Stored data entries
++++

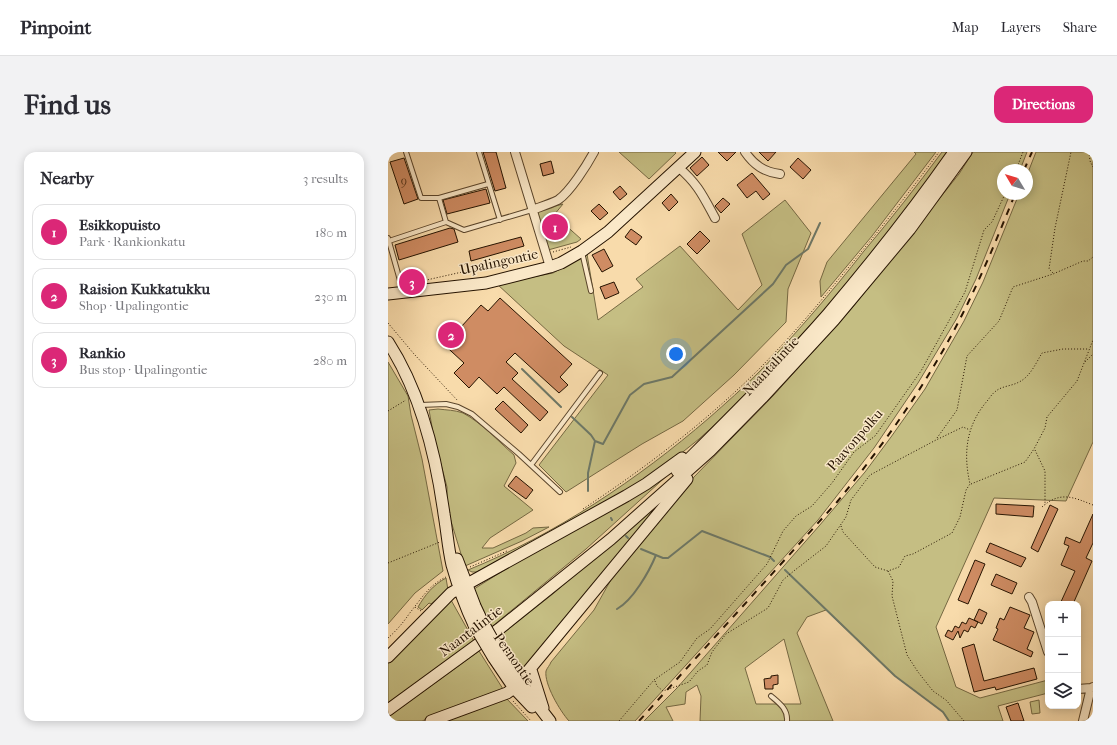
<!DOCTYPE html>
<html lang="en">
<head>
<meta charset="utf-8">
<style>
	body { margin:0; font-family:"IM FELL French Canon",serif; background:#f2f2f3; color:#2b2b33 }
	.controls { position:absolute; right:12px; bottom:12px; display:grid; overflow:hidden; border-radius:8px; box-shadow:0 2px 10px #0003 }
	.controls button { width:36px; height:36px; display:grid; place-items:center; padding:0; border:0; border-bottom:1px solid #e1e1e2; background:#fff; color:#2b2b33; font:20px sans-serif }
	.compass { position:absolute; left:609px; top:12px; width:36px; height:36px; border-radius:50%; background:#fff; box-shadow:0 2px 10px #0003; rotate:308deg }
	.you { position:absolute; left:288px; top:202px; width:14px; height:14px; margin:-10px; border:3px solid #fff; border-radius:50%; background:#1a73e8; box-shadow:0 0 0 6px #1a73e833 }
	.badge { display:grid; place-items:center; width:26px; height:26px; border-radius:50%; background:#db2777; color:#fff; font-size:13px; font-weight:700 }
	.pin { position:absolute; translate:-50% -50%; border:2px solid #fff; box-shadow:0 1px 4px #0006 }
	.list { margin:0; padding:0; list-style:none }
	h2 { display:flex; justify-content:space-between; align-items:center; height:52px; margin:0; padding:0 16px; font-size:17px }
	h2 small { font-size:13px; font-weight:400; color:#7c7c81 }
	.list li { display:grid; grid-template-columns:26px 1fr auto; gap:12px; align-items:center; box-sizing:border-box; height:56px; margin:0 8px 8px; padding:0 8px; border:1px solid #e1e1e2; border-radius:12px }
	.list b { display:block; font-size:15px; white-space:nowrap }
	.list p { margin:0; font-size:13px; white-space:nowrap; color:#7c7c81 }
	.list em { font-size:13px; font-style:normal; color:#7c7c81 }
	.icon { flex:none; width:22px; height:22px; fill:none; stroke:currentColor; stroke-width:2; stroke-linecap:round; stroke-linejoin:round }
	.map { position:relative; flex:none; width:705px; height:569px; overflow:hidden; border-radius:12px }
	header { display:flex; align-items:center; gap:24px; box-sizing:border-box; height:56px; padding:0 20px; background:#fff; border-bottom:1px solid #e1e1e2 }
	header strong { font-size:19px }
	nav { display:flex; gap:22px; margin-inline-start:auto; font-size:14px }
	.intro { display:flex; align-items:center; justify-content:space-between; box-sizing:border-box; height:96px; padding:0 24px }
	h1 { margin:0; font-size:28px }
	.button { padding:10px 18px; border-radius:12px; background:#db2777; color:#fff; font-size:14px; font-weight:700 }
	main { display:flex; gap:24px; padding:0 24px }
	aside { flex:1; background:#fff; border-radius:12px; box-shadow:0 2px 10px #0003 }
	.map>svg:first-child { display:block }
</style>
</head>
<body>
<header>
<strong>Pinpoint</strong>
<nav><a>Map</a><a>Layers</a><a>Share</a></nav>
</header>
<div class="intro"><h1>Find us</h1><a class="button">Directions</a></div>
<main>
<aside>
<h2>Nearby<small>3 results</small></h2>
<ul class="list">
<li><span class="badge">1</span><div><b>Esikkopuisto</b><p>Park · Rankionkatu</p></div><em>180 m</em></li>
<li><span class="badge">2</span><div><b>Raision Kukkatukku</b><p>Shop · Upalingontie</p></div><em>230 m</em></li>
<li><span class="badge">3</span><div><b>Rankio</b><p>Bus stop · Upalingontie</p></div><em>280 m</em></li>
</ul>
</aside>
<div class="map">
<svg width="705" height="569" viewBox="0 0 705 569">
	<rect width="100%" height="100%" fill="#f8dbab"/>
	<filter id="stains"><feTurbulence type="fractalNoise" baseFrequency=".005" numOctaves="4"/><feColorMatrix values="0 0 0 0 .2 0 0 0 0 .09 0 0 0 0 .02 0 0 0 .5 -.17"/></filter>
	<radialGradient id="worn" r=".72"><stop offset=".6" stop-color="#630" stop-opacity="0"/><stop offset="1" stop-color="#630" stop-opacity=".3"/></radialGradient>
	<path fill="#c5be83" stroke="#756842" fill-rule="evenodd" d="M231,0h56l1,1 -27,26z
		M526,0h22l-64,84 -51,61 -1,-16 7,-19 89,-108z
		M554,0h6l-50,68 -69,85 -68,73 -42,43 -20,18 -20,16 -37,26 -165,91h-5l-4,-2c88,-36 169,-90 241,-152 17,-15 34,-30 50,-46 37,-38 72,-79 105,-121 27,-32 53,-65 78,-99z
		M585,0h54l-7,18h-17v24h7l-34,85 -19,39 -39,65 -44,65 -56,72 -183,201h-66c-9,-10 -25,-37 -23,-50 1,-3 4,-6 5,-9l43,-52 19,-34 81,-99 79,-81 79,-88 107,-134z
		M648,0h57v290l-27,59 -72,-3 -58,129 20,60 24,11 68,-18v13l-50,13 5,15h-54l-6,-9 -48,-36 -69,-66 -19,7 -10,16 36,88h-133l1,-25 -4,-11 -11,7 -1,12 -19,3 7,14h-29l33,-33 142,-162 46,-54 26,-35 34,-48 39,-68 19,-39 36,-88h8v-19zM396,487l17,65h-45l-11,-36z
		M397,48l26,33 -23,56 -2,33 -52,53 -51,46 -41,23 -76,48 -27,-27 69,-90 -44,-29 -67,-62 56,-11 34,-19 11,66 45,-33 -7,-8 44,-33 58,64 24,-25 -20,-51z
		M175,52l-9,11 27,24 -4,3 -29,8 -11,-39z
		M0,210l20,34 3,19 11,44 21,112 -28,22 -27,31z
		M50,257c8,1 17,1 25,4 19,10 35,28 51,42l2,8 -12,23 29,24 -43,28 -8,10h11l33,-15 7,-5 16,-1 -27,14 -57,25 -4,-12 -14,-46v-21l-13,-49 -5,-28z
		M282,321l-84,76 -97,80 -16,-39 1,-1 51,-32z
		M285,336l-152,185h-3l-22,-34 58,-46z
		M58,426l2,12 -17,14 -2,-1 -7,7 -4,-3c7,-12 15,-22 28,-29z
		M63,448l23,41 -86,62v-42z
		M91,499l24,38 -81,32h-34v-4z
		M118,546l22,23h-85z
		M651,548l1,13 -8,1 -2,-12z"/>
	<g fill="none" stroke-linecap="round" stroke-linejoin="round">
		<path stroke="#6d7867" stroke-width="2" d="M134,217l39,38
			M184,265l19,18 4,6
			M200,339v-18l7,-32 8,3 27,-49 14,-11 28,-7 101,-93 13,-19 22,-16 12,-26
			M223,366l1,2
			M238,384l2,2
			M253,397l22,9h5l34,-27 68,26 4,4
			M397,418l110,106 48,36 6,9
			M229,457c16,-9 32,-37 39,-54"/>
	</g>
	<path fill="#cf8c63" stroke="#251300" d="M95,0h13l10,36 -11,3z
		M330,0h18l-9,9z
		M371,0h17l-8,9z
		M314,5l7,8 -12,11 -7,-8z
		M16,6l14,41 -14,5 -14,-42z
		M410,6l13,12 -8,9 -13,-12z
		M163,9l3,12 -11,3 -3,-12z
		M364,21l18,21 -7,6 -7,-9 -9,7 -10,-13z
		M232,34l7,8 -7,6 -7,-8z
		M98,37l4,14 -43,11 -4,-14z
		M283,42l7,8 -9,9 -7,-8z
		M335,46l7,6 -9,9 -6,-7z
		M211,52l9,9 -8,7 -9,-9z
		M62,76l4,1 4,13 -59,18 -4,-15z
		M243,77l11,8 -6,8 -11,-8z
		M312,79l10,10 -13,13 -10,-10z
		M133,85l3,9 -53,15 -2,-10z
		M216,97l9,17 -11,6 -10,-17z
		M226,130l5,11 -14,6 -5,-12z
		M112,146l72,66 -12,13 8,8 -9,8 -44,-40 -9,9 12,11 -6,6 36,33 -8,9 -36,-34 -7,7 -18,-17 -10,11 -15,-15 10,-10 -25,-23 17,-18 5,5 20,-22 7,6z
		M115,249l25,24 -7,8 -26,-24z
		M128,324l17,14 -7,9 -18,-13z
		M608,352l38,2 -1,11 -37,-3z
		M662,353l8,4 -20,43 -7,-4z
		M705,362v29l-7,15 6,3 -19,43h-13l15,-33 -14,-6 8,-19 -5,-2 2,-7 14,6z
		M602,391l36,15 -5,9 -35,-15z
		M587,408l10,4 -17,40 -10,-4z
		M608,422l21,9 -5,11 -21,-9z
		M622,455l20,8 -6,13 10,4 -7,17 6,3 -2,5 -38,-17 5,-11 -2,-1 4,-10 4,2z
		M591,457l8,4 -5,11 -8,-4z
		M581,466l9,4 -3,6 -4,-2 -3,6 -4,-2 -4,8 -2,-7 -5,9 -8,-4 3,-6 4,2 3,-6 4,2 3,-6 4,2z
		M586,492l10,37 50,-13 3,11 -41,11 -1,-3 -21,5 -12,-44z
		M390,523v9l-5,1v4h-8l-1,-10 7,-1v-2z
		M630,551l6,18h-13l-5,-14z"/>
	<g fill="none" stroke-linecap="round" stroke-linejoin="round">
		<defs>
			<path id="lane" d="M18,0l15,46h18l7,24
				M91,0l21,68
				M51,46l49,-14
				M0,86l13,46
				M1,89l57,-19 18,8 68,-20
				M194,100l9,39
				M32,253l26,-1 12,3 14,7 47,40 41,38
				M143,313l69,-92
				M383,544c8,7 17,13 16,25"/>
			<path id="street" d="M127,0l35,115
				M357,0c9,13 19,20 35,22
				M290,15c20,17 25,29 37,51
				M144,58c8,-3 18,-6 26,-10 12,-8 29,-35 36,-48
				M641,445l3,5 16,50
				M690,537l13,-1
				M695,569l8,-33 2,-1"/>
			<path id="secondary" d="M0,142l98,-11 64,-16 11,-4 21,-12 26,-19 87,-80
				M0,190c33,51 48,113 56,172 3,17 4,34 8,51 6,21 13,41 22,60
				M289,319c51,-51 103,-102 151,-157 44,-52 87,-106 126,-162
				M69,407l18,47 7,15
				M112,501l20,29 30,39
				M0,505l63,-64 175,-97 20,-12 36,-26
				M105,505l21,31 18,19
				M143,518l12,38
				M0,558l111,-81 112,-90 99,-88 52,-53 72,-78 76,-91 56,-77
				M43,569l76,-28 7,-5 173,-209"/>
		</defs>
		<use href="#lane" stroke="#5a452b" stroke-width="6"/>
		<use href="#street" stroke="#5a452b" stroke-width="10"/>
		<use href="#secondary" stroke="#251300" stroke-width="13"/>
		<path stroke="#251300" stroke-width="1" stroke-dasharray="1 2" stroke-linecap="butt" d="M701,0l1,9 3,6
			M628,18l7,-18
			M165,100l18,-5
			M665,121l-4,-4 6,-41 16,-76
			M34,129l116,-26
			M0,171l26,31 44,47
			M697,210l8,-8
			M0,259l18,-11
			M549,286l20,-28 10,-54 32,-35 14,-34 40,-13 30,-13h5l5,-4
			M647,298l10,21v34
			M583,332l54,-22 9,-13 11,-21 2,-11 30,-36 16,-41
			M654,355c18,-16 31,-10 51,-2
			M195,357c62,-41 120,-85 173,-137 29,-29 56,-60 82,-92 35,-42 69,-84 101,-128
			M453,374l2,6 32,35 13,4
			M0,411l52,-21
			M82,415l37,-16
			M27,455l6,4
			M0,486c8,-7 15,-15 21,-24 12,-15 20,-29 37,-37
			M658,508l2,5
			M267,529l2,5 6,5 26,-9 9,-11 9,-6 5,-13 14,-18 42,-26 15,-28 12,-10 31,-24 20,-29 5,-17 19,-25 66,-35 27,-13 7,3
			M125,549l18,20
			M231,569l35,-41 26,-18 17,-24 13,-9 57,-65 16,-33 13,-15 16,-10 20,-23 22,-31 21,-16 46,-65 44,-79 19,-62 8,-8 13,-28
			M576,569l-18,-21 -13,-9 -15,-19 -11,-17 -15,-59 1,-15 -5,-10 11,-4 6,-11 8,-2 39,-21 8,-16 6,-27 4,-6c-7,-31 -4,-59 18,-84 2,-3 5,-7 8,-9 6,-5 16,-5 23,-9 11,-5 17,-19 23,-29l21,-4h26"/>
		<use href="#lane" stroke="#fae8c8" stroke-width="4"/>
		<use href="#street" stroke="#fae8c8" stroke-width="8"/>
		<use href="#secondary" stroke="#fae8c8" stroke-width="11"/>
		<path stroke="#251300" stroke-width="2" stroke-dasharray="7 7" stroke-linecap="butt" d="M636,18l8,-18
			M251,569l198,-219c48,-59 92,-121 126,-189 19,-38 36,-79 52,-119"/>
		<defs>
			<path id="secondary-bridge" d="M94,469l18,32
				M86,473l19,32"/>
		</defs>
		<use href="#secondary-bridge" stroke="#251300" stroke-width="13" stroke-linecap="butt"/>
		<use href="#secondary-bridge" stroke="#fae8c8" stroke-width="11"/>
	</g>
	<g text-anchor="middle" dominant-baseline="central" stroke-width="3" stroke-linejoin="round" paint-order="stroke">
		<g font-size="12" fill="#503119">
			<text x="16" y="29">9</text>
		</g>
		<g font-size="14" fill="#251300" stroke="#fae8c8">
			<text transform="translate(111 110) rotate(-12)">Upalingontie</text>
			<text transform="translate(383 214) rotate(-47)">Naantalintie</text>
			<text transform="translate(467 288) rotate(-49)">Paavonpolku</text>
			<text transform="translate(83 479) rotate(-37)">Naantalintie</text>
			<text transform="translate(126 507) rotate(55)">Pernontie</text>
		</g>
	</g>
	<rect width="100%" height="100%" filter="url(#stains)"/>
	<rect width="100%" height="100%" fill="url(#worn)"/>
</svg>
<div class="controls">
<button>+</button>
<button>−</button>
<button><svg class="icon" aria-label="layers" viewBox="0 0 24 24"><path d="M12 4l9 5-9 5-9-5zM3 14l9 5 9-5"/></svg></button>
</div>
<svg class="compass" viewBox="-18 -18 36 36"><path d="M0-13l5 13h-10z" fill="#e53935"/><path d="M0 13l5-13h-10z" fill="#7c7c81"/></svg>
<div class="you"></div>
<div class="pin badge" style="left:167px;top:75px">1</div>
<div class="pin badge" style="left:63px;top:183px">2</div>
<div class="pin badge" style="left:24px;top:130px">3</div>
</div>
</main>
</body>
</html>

++++

Try it: The lines from the start of the data through the line that contains "position:absolute; right:12px; bottom:12px;" are to be returned exactly, please, with both ends included and every picture left out.

Result:
<!DOCTYPE html>
<html lang="en">
<head>
<meta charset="utf-8">
<style>
	body { margin:0; font-family:"IM FELL French Canon",serif; background:#f2f2f3; color:#2b2b33 }
	.controls { position:absolute; right:12px; bottom:12px; display:grid; overflow:hidden; border-radius:8px; box-shadow:0 2px 10px #0003 }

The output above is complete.